Parsing XML with namespaces in golang

4,715 views
Skip to first unread message

emarti...@gmail.com

unread,
Jul 23, 2017, 4:51:41 PM7/23/17
to golang-nuts
Hello,

So I'm trying to unmarshal an XML with namespaces in go but i just can't find the right parser to do so.

My code:

package main

import "fmt"
import "encoding/xml"

type Root struct {
    MNResultsResults []ls `xml:"xmlns ls, MNResultsResults>ssResultSet>ssResult"`
}

type ls struct {
    Data float64 `xml:"xmlns ls, cpc"`
}


func main() {
    x := `<?xml version="1.0" encoding="utf-8"?>
 <ls:MNResultsResults xmlns:ls="urn:MNResultsResults">  
 <ls:ssResultSet ls:firstResult="1" ls:numResults="2" ls:totalHits="2">    
    <ls:ssResult ls:id="1">           
    <ls:abstract><![CDATA[some data.]]></ls:abstract>
    <ls:title><![CDATA[some data]]></ls:title>          
     <ls:url><![CDATA[data]]></ls:url>          
      <ls:displayUrl><![CDATA[some data]]></ls:displayUrl>          
       <ls:cpc>float value</ls:cpc>
    </ls:ssResult>       
    <ls:ssResult ls:id="2">       
        <ls:abstract><![CDATA[some data.]]></ls:abstract>       
        <ls:title><![CDATA[some data.]]></ls:title>
        <ls:url><![CDATA[some data]]></ls:url>      
        <ls:displayUrl><![CDATA[some data]]></ls:displayUrl>       
        <ls:cpc>float value</ls:cpc>    
        </ls:ssResult>
        </ls:ssResultSet>
    </ls:MNResultsResults>`
   
    r := Root{}
    xml.Unmarshal([]byte(x), &r)
    fmt.Printf("%+v", r)
}

I've tried several combinations, but i always get a nil result.

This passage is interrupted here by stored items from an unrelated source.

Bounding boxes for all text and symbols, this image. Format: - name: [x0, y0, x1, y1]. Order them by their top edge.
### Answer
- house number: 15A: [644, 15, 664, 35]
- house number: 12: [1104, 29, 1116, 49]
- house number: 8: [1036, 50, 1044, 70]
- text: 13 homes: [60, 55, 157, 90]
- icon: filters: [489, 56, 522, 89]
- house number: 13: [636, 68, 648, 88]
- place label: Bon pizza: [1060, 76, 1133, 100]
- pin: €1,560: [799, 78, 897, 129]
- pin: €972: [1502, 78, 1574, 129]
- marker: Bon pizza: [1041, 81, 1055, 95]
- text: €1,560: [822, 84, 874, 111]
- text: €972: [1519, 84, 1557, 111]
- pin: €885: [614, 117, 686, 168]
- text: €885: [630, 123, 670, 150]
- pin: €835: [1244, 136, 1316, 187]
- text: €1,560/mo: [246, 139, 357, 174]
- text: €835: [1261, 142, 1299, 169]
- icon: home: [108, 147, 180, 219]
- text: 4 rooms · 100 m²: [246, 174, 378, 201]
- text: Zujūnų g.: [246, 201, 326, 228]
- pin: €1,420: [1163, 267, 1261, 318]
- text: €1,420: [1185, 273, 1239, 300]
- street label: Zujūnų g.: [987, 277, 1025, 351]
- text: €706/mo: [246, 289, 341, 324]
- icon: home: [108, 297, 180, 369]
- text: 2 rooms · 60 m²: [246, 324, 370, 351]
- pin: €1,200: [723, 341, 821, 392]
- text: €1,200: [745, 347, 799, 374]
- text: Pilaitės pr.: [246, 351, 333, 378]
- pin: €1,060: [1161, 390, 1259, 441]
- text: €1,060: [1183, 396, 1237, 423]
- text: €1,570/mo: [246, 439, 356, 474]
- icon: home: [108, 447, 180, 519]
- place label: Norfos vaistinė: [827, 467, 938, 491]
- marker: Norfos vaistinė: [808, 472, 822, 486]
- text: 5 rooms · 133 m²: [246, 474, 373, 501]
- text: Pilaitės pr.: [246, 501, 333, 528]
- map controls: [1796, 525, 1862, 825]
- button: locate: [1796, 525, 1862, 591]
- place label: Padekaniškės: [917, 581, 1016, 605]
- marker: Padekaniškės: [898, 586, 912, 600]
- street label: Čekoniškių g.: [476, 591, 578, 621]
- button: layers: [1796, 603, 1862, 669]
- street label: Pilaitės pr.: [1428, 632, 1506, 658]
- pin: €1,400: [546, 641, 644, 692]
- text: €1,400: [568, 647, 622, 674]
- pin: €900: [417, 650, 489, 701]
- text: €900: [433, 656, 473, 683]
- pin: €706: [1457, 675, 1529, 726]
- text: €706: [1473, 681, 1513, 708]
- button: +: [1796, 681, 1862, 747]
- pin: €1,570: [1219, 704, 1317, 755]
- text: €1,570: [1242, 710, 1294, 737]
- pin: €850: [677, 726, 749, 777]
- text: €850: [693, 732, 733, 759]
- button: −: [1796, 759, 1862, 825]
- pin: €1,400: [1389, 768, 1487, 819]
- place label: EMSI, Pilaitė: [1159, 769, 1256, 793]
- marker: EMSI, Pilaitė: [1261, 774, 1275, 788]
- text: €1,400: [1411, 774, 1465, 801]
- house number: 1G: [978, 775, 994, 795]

Any ideas how to parse this?

Konstantin Khomoutov

unread,
Jul 24, 2017, 4:04:58 AM7/24/17
to emarti...@gmail.com, golang-nuts
On Sun, Jul 23, 2017 at 01:51:41PM -0700, emarti...@gmail.com wrote:

Hi!

> So I'm trying to unmarshal an XML with namespaces in go but i just can't
> find the right parser to do so.
[...]

This (elided for brewity)

----------------8<----------------
package main

import (
"fmt"
"encoding/xml"
)

type Root struct {
XMLName struct{} `xml:"urn:MNResultsResults MNResultsResults"`
Cpcs []float64 `xml:"urn:MNResultsResults ssResultSet>ssResult>cpc"`
}

const s = `<?xml version="1.0" encoding="utf-8"?>
<ls:MNResultsResults xmlns:ls="urn:MNResultsResults">
<ls:ssResultSet ls:firstResult="1" ls:numResults="2" ls:totalHits="2">
<ls:ssResult ls:id="1">
<ls:cpc>42.0</ls:cpc>
</ls:ssResult>
<ls:ssResult ls:id="2">
<ls:cpc>12.333</ls:cpc>
</ls:ssResult>
</ls:ssResultSet>
</ls:MNResultsResults>`

func main() {
r := Root{}
err := xml.Unmarshal([]byte(s), &r)
if err != nil {
panic(err)
}
fmt.Printf("%+v", r)
}
----------------8<----------------

works by printing

{XMLName:{} Cpcs:[42 12.333]}

(Playground link: https://play.golang.org/p/RehqytlFQ9).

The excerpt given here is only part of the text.